**What is required:**
Drop the pictures and repeat the remaining data exactly.

**Provided material:**
- - - - -

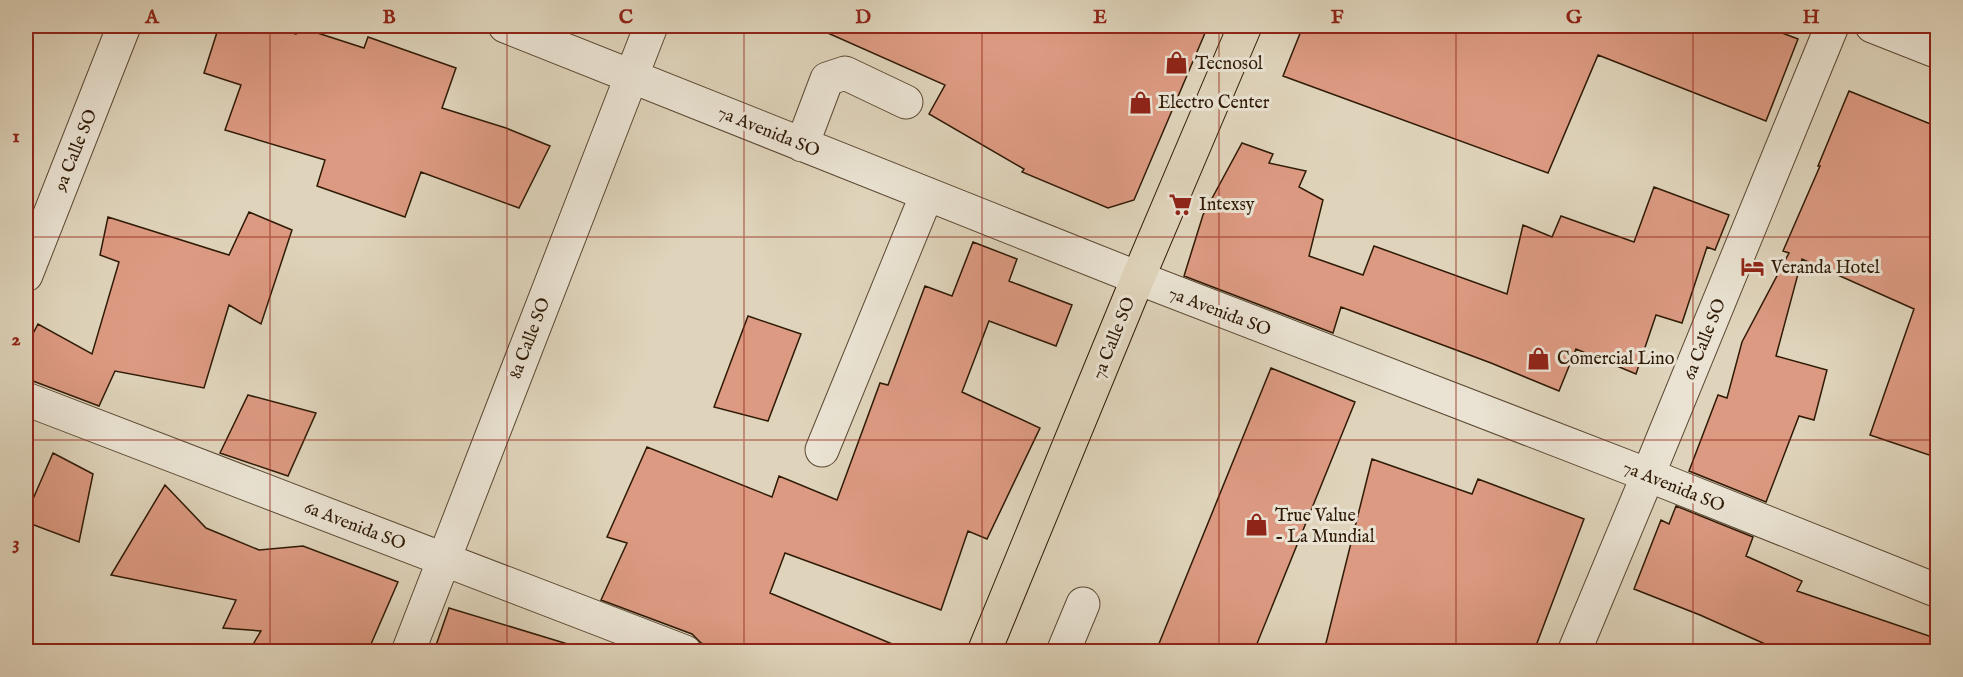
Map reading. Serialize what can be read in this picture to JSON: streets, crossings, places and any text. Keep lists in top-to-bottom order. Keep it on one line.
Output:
{"streets":{"main road":["7a Calle SO"],"street":["7a Avenida SO","9a Calle SO","8a Calle SO","6a Calle SO","6a Avenida SO"]},"crossings":[["7a Avenida SO","8a Calle SO"],["7a Avenida SO","7a Calle SO"],["7a Avenida SO","6a Calle SO"],["8a Calle SO","6a Avenida SO"]],"places":{"shop":["Tecnosol","Electro Center","Comercial Lino","True Value - La Mundial"],"supermarket":["Intexsy"],"hotel":["Veranda Hotel"]},"grid":{"columns":["A","B","C","D","E","F","G","H"],"rows":["1","2","3"]}}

- - - - -

**Task result:**
Map reading. Serialize what can be read in this picture to JSON: streets, crossings, places and any text. Keep lists in top-to-bottom order. Keep it on one line.
Output:
{"streets":{"main road":["7a Calle SO"],"street":["7a Avenida SO","9a Calle SO","8a Calle SO","6a Calle SO","6a Avenida SO"]},"crossings":[["7a Avenida SO","8a Calle SO"],["7a Avenida SO","7a Calle SO"],["7a Avenida SO","6a Calle SO"],["8a Calle SO","6a Avenida SO"]],"places":{"shop":["Tecnosol","Electro Center","Comercial Lino","True Value - La Mundial"],"supermarket":["Intexsy"],"hotel":["Veranda Hotel"]},"grid":{"columns":["A","B","C","D","E","F","G","H"],"rows":["1","2","3"]}}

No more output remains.